Task prompt | Check every line of the records below for the string "hidden" and copy the ones that have it.

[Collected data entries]

————————

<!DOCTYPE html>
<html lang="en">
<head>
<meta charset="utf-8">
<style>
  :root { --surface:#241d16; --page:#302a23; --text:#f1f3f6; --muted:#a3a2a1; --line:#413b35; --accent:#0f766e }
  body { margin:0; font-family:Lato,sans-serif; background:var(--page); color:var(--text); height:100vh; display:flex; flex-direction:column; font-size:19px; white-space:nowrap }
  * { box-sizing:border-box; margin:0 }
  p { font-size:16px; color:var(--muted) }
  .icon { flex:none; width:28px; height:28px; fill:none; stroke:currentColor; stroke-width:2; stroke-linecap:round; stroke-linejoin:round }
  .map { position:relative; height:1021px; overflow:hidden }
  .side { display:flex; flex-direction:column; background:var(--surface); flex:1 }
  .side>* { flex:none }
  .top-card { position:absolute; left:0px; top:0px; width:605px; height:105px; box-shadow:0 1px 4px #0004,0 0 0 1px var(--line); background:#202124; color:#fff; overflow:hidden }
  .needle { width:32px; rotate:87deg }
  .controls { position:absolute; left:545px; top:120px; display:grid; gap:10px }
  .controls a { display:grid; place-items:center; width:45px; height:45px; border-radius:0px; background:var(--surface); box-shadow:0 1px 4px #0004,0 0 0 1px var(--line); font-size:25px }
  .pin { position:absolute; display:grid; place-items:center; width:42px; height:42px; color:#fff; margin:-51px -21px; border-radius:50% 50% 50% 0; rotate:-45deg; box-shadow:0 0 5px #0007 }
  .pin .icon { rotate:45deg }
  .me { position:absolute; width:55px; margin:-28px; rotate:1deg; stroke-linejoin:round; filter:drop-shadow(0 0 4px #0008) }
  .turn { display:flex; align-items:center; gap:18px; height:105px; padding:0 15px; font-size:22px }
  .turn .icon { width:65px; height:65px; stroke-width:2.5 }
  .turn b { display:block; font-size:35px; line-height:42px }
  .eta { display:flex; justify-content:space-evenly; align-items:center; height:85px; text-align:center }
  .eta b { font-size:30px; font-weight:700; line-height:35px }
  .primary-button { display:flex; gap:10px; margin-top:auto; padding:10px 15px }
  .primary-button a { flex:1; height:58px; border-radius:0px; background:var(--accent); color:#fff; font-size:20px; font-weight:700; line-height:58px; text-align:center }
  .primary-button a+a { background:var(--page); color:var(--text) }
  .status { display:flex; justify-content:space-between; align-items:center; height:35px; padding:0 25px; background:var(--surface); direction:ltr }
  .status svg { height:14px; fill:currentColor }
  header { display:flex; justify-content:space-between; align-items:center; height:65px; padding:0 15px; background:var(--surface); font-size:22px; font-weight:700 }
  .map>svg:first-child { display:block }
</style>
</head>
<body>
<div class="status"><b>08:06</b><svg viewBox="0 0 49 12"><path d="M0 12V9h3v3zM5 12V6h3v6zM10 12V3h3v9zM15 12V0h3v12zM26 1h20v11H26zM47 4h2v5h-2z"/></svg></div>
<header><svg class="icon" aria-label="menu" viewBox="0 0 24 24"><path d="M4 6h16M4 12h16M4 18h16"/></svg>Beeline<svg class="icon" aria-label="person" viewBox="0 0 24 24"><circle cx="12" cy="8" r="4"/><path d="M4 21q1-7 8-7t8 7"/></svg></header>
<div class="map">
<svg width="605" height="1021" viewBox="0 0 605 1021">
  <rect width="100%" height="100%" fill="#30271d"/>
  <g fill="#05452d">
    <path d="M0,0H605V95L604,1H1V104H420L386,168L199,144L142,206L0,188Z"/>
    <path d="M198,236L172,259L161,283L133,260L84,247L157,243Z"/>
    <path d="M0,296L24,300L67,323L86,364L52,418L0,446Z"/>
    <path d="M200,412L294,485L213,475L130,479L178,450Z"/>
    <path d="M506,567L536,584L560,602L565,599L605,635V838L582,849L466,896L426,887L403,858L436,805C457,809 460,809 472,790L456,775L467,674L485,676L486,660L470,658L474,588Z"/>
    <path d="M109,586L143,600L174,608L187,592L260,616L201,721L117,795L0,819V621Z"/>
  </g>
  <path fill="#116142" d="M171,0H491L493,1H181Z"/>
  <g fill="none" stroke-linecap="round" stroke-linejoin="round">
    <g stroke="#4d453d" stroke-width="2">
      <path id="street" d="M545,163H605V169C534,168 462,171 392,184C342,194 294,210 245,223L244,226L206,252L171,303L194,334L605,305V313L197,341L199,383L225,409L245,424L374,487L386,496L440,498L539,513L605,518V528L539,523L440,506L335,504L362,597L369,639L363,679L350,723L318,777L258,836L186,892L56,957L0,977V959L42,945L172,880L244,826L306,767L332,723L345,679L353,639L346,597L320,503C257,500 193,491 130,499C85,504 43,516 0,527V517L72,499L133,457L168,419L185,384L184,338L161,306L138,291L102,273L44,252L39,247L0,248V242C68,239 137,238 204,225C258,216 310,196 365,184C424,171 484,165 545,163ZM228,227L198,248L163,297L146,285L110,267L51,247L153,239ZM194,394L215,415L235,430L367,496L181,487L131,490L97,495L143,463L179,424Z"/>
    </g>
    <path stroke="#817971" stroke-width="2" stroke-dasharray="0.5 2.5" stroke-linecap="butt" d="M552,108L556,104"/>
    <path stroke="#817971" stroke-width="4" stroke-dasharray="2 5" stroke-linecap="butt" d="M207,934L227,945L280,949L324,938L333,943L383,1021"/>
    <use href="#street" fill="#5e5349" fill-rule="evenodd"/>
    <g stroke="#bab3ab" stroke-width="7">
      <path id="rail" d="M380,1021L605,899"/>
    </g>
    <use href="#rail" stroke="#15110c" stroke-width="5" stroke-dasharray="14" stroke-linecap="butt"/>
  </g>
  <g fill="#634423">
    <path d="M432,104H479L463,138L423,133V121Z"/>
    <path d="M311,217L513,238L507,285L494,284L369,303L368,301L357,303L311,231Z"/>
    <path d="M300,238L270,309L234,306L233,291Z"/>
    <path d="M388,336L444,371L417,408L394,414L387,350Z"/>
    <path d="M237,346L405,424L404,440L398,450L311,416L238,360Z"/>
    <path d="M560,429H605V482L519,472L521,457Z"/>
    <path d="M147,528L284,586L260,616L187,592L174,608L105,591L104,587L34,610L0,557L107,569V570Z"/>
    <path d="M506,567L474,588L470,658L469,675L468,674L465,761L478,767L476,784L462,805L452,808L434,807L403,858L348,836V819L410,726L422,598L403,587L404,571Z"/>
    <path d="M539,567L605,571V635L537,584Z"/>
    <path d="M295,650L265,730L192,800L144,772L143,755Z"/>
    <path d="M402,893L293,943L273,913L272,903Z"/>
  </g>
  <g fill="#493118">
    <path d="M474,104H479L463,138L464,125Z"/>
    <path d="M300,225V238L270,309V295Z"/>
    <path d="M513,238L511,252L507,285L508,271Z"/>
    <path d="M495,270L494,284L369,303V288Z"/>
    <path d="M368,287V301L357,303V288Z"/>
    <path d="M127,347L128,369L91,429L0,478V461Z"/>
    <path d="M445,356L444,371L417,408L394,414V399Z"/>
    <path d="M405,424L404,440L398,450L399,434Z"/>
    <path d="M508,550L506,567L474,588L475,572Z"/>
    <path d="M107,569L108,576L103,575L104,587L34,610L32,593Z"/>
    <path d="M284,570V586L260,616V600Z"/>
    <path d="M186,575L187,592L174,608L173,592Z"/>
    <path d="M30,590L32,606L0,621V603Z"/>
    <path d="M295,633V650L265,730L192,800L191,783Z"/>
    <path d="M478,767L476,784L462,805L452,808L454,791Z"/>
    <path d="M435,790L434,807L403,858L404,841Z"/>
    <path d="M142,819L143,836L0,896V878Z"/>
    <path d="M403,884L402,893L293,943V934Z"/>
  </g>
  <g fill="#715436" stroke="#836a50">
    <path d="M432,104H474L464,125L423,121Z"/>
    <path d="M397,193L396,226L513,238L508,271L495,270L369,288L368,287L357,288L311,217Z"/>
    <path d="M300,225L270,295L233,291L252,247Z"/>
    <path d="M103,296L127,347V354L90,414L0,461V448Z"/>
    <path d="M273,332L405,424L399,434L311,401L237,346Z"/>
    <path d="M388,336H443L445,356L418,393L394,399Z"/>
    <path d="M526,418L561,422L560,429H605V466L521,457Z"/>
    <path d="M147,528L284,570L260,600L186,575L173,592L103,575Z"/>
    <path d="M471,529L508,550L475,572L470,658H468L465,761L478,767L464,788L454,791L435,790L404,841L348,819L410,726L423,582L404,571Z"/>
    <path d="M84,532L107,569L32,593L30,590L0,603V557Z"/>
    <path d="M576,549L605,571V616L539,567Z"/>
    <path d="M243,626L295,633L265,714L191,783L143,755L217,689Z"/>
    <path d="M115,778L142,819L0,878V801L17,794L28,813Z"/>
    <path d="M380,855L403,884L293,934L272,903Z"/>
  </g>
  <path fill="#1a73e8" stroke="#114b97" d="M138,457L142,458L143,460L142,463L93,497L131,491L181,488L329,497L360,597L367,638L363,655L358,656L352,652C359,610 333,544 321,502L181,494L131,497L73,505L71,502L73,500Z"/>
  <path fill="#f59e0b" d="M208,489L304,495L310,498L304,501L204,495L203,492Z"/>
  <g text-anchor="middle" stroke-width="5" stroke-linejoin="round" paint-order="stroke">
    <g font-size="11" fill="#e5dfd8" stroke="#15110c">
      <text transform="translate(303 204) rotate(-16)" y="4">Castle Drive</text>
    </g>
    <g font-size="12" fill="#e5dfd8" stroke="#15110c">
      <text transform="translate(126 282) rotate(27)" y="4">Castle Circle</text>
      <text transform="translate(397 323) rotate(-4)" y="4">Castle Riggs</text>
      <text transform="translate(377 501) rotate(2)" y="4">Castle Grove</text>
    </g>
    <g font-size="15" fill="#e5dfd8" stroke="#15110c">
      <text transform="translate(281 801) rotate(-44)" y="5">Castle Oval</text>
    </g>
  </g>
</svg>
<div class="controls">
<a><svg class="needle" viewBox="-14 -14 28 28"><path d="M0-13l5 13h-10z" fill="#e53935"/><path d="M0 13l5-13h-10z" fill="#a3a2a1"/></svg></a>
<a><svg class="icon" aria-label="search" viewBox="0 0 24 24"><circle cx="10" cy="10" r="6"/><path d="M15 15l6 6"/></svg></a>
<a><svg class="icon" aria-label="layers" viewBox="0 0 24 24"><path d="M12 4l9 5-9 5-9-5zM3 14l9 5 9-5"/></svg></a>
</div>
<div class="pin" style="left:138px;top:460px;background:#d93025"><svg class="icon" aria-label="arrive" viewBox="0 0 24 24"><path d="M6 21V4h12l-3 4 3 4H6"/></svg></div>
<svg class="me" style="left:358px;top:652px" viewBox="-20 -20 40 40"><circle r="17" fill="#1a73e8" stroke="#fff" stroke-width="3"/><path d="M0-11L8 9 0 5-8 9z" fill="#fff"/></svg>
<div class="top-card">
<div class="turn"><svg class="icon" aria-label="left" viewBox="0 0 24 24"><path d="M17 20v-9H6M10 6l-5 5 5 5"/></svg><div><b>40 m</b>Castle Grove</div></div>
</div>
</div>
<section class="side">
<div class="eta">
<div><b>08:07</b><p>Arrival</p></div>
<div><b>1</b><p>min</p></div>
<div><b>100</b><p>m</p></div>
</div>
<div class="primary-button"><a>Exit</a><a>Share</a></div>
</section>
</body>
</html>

————————

Solved problem |
  .map { position:relative; height:1021px; overflow:hidden }
  .top-card { position:absolute; left:0px; top:0px; width:605px; height:105px; box-shadow:0 1px 4px #0004,0 0 0 1px var(--line); background:#202124; color:#fff; overflow:hidden }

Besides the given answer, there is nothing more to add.